Curitiba - Depois de três adiamentos, o Órgão Especial do Tribunal de Justiça (TJ) do Paraná concluiu o julgamento e negou ontem o agravo regimental do conselheiro afastado do Tribunal de Contas (TC) Fabio Camargo, filho do ex-presidente do TJ Clayton Camargo.

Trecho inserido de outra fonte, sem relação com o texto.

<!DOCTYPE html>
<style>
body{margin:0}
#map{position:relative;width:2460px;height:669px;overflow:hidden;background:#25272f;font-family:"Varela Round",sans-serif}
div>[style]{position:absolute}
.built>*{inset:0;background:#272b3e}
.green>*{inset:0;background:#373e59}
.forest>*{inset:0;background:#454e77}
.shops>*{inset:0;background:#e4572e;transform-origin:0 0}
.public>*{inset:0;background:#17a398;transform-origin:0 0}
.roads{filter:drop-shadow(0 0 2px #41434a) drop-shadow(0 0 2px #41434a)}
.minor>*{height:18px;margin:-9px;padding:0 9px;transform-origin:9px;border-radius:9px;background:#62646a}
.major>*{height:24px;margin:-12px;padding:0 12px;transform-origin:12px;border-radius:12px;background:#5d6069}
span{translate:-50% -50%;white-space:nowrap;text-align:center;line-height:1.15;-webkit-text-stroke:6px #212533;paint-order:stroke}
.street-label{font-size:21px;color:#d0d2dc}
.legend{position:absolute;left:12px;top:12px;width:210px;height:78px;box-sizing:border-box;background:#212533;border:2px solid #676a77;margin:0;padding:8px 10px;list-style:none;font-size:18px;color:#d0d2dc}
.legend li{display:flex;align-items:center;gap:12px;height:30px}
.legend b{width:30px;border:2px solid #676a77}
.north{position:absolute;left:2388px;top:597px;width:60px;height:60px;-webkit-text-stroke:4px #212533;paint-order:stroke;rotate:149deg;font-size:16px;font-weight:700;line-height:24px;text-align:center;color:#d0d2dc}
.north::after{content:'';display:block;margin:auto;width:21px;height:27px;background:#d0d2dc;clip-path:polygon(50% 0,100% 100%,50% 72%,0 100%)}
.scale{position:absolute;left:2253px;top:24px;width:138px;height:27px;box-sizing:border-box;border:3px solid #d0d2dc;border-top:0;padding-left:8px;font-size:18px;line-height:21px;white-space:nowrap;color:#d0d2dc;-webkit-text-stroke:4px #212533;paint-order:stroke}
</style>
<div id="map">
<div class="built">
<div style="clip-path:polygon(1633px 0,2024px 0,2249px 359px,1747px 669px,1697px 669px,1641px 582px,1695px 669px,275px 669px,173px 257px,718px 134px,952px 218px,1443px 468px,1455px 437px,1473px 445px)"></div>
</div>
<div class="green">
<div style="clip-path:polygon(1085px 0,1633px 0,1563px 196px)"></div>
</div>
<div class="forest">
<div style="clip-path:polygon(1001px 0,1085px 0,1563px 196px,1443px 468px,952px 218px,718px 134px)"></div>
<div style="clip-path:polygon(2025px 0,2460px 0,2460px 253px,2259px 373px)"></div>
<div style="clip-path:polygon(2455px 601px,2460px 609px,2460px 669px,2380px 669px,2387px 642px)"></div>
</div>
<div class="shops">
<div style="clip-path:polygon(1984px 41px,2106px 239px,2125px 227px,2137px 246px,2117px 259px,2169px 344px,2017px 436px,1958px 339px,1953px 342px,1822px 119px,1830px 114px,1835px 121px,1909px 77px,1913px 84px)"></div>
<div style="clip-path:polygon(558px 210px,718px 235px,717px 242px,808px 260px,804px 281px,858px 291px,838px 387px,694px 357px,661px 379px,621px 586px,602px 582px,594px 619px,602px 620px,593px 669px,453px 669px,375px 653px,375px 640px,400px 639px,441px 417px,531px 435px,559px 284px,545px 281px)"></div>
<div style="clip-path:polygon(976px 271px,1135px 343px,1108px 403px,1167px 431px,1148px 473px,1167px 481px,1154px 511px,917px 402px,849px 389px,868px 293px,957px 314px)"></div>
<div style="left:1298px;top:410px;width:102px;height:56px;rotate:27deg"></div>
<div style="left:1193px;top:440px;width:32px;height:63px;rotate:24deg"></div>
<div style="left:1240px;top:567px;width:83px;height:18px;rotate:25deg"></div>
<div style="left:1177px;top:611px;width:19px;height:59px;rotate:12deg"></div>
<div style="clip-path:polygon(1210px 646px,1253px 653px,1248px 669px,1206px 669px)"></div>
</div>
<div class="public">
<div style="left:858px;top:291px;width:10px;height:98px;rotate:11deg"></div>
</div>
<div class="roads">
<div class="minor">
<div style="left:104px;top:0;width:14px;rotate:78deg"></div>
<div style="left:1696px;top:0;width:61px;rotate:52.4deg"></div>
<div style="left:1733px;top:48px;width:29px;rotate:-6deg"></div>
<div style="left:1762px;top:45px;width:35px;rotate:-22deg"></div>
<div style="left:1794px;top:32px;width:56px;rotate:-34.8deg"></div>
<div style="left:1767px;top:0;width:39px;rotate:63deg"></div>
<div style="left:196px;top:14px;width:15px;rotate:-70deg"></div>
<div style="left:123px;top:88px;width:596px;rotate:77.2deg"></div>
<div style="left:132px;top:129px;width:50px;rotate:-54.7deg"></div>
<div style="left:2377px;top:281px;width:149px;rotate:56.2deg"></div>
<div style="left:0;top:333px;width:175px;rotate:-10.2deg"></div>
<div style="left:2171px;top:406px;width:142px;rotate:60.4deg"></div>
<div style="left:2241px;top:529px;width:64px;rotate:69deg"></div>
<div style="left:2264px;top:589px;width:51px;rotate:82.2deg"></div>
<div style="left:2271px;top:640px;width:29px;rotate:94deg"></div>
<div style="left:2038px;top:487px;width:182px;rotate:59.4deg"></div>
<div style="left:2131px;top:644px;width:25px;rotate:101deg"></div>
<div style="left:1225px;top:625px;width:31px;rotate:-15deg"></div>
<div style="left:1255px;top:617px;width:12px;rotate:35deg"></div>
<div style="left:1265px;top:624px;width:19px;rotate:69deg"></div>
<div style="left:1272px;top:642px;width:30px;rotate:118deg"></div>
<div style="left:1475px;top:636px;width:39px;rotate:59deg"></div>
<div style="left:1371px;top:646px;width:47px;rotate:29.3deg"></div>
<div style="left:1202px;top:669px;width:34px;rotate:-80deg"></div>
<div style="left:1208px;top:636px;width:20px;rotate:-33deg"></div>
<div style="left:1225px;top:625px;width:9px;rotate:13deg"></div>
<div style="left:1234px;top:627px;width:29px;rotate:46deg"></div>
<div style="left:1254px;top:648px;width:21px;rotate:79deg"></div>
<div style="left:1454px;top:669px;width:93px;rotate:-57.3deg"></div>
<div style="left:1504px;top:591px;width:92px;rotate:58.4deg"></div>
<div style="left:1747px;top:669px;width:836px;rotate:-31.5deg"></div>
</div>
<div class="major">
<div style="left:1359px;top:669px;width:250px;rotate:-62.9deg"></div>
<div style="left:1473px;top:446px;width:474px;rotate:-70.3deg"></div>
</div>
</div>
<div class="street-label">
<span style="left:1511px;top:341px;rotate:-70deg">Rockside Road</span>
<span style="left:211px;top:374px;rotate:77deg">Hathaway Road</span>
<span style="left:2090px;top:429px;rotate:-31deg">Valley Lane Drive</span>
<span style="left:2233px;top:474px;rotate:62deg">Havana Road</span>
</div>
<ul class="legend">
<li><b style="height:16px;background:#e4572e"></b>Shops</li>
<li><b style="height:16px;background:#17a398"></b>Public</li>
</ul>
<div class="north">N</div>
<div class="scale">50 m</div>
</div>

O ex-deputado tenta, sem sucesso, retornar ao cargo desde novembro de 2013.
A análise do recurso já havia sido interrompida nas sessões dos dias 3 e 17 de fevereiro, quando os desembargadores José Augusto Gomes Aniceto e Robson Marques Cury, respectivamente, pediram vista do processo. Um mês depois, em 17 de março, Xavier teria de apresentar seus argumentos, no entanto, se ausentou da sessão por estar de licença do Judiciário.
Desta vez, porém, não houve mais interferências, e a maioria do colegiado, de 25 integrantes, acabou seguindo o voto da relatora, Regina Portes. Ela julgou procedente o mandado de segurança de um dos candidatos derrotados na eleição, Max Schrappe. Na peça, o empresário cita a existência de supostas irregularidades no pleito do TC, conduzido pela Assembleia Legislativa do Estado, como ausência de quórum qualificado no primeiro turno e inconsistência na apresentação da documentação exigida.
Com isso, Camargo segue afastado do TC, pelo menos até o julgamento do mérito do caso. A assessoria de imprensa do TJ não soube informar quando isso deve ocorrer. A princípio, a próxima sessão contenciosa do Órgão Especial está marcada para 14 de abril.
Procurado pela FOLHA, o advogado Bernardo Duarte Almeida Fonseca, responsável pela defesa de Fabio Camargo, afirmou que ele e seu sócio estavam viajando ontem, motivo pelo qual uma terceira pessoa, com a qual a reportagem não conseguiu contato, foi designada para acompanhar a sessão. Segundo Fonseca, a defesa aguarda a decisão final do TJ, enquanto analisa a adoção de novas medidas.